Stored data

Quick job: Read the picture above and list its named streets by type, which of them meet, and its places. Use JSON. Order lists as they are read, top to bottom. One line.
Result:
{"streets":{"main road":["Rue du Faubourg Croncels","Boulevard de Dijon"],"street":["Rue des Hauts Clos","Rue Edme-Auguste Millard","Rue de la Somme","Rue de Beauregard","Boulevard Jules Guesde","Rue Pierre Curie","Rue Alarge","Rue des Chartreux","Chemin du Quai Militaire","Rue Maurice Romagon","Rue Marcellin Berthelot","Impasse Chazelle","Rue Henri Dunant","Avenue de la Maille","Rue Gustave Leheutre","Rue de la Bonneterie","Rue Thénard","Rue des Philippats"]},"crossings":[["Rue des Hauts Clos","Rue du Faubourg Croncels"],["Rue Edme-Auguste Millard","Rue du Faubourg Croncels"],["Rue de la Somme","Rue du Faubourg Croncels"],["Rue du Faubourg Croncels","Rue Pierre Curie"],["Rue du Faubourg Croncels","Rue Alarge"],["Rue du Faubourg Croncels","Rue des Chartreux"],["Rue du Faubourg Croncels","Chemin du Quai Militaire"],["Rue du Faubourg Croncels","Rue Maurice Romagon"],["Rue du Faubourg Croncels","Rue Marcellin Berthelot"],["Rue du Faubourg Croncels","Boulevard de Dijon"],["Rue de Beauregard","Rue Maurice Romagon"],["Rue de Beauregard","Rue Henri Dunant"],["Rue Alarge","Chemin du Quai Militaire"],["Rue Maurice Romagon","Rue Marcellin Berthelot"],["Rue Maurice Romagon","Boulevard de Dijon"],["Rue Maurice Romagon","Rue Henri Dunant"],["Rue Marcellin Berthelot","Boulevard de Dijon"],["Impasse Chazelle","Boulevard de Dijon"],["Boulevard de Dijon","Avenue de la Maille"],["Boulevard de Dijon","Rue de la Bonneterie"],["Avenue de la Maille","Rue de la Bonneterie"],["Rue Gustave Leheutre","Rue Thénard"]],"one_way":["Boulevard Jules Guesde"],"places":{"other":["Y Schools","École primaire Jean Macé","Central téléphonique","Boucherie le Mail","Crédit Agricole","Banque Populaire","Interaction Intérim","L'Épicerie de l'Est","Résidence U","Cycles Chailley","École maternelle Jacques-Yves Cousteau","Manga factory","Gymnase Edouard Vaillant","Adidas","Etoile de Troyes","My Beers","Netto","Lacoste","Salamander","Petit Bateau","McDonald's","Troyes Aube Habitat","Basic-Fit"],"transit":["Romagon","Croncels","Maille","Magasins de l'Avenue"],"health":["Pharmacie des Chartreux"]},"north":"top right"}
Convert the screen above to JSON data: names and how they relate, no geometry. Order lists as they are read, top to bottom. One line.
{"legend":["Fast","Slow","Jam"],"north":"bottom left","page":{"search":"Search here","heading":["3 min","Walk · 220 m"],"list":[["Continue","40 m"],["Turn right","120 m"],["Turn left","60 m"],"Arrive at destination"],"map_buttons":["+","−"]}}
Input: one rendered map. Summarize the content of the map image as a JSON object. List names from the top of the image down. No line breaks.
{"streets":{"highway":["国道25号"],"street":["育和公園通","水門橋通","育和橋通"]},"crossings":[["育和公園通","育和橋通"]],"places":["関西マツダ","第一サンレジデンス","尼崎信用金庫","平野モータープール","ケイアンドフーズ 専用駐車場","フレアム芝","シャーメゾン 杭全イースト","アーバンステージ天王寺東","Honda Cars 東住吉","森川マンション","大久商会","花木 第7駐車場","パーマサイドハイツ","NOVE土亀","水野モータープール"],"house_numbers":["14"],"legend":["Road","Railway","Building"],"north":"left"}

# [Task to complete]
The records must be given again in full, exactly as shown.

# [Answer to this exercise]
Quick job: Read the picture above and list its named streets by type, which of them meet, and its places. Use JSON. Order lists as they are read, top to bottom. One line.
Result:
{"streets":{"main road":["Rue du Faubourg Croncels","Boulevard de Dijon"],"street":["Rue des Hauts Clos","Rue Edme-Auguste Millard","Rue de la Somme","Rue de Beauregard","Boulevard Jules Guesde","Rue Pierre Curie","Rue Alarge","Rue des Chartreux","Chemin du Quai Militaire","Rue Maurice Romagon","Rue Marcellin Berthelot","Impasse Chazelle","Rue Henri Dunant","Avenue de la Maille","Rue Gustave Leheutre","Rue de la Bonneterie","Rue Thénard","Rue des Philippats"]},"crossings":[["Rue des Hauts Clos","Rue du Faubourg Croncels"],["Rue Edme-Auguste Millard","Rue du Faubourg Croncels"],["Rue de la Somme","Rue du Faubourg Croncels"],["Rue du Faubourg Croncels","Rue Pierre Curie"],["Rue du Faubourg Croncels","Rue Alarge"],["Rue du Faubourg Croncels","Rue des Chartreux"],["Rue du Faubourg Croncels","Chemin du Quai Militaire"],["Rue du Faubourg Croncels","Rue Maurice Romagon"],["Rue du Faubourg Croncels","Rue Marcellin Berthelot"],["Rue du Faubourg Croncels","Boulevard de Dijon"],["Rue de Beauregard","Rue Maurice Romagon"],["Rue de Beauregard","Rue Henri Dunant"],["Rue Alarge","Chemin du Quai Militaire"],["Rue Maurice Romagon","Rue Marcellin Berthelot"],["Rue Maurice Romagon","Boulevard de Dijon"],["Rue Maurice Romagon","Rue Henri Dunant"],["Rue Marcellin Berthelot","Boulevard de Dijon"],["Impasse Chazelle","Boulevard de Dijon"],["Boulevard de Dijon","Avenue de la Maille"],["Boulevard de Dijon","Rue de la Bonneterie"],["Avenue de la Maille","Rue de la Bonneterie"],["Rue Gustave Leheutre","Rue Thénard"]],"one_way":["Boulevard Jules Guesde"],"places":{"other":["Y Schools","École primaire Jean Macé","Central téléphonique","Boucherie le Mail","Crédit Agricole","Banque Populaire","Interaction Intérim","L'Épicerie de l'Est","Résidence U","Cycles Chailley","École maternelle Jacques-Yves Cousteau","Manga factory","Gymnase Edouard Vaillant","Adidas","Etoile de Troyes","My Beers","Netto","Lacoste","Salamander","Petit Bateau","McDonald's","Troyes Aube Habitat","Basic-Fit"],"transit":["Romagon","Croncels","Maille","Magasins de l'Avenue"],"health":["Pharmacie des Chartreux"]},"north":"top right"}
Convert the screen above to JSON data: names and how they relate, no geometry. Order lists as they are read, top to bottom. One line.
{"legend":["Fast","Slow","Jam"],"north":"bottom left","page":{"search":"Search here","heading":["3 min","Walk · 220 m"],"list":[["Continue","40 m"],["Turn right","120 m"],["Turn left","60 m"],"Arrive at destination"],"map_buttons":["+","−"]}}
Input: one rendered map. Summarize the content of the map image as a JSON object. List names from the top of the image down. No line breaks.
{"streets":{"highway":["国道25号"],"street":["育和公園通","水門橋通","育和橋通"]},"crossings":[["育和公園通","育和橋通"]],"places":["関西マツダ","第一サンレジデンス","尼崎信用金庫","平野モータープール","ケイアンドフーズ 専用駐車場","フレアム芝","シャーメゾン 杭全イースト","アーバンステージ天王寺東","Honda Cars 東住吉","森川マンション","大久商会","花木 第7駐車場","パーマサイドハイツ","NOVE土亀","水野モータープール"],"house_numbers":["14"],"legend":["Road","Railway","Building"],"north":"left"}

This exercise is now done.